Impact du stress hydrique et de la sécheresse
Le stress hydrique, notamment la sécheresse, est une cause majeure de l'avortement de l'épi. La disponibilité de l'eau est essentielle pour la croissance et le développement des céréales, et un manque d'eau pendant les étapes clés de la reproduction peut entraîner des pertes de rendement considérables.
Allen R.G., Pereira L.S., Raes D., Smith M. (1998) soulignent l'importance de l'irrigation et du drainage pour maintenir une hydratation adéquate des cultures. Lorsque les plantes subissent un stress hydrique, elles peuvent réagir en avortant certains épillets pour conserver les ressources disponibles pour le reste de la plante. Senapati N., Stratonovitch P., Paul M.J., Semenov M.A. (2019) mettent en évidence l'importance de la tolérance à la sécheresse pendant le développement reproductif pour augmenter le potentiel de rendement du blé dans le contexte du changement climatique en Europe.

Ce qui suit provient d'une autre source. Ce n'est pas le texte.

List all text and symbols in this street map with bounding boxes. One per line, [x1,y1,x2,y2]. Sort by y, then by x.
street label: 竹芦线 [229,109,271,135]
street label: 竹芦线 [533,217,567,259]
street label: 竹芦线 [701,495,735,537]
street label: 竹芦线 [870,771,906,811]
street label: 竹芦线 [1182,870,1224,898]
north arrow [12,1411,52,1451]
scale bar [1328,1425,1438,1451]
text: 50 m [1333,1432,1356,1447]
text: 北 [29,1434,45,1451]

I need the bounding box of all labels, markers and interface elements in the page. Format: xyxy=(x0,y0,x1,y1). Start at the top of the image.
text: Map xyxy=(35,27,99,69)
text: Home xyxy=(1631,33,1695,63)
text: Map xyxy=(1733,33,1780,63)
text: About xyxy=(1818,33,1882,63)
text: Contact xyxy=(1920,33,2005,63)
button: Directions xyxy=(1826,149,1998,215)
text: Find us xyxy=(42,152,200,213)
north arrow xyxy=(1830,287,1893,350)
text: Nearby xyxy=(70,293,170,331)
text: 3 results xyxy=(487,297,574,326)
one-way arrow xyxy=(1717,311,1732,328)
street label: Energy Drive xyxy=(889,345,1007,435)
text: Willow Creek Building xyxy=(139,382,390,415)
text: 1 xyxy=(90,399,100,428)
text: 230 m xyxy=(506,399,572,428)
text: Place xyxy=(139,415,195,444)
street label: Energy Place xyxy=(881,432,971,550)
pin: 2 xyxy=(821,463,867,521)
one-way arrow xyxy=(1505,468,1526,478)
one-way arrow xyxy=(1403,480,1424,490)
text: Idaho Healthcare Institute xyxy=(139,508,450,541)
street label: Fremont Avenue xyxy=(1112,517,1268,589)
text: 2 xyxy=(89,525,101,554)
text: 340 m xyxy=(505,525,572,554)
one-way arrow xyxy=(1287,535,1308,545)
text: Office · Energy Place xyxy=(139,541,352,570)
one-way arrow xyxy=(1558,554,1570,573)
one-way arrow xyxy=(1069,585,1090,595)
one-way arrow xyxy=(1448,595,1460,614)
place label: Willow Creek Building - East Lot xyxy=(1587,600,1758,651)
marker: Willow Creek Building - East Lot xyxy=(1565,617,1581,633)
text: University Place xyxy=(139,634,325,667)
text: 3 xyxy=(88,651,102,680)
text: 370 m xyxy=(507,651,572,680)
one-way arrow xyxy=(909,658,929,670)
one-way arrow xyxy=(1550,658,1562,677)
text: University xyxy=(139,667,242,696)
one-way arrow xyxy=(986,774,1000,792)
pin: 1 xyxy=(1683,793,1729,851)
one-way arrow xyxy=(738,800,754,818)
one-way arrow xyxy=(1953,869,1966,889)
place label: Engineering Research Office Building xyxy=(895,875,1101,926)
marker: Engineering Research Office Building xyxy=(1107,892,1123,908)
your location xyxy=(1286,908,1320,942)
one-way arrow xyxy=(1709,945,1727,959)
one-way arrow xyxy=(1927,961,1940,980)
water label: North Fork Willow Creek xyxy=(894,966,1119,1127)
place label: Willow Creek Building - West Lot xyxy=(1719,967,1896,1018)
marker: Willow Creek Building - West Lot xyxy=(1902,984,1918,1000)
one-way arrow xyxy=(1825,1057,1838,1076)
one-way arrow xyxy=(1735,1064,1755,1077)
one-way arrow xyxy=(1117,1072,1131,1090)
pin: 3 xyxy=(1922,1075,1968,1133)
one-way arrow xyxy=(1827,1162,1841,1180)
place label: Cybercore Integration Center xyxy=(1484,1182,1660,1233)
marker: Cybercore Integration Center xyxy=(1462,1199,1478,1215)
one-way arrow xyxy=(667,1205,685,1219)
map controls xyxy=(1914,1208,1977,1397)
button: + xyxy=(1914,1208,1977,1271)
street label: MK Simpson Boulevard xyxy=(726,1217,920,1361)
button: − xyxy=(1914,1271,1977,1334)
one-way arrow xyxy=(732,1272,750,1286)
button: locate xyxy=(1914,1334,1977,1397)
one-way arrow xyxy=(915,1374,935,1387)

Facteurs environnementaux et physiologiques
Outre la sécheresse, d'autres facteurs environnementaux et physiologiques peuvent contribuer à l'avortement de l'épi.
Température
Les températures extrêmes, qu'elles soient trop élevées ou trop basses, peuvent perturber le développement de l'épi. Thakur P., Kumar S., Malik J.A., Berger J.D., Nayyar H. (2010) passent en revue les effets du stress thermique sur le développement reproducteur des cultures céréalières. Des températures élevées peuvent provoquer la dénaturation des protéines et perturber les processus métaboliques essentiels, tandis que le froid peut endommager les tissus végétaux et ralentir la croissance. Bonhomme R. (2000) examine les bases et les limites de l'utilisation des unités "degré-jour" pour évaluer l'impact de la température sur le développement des plantes.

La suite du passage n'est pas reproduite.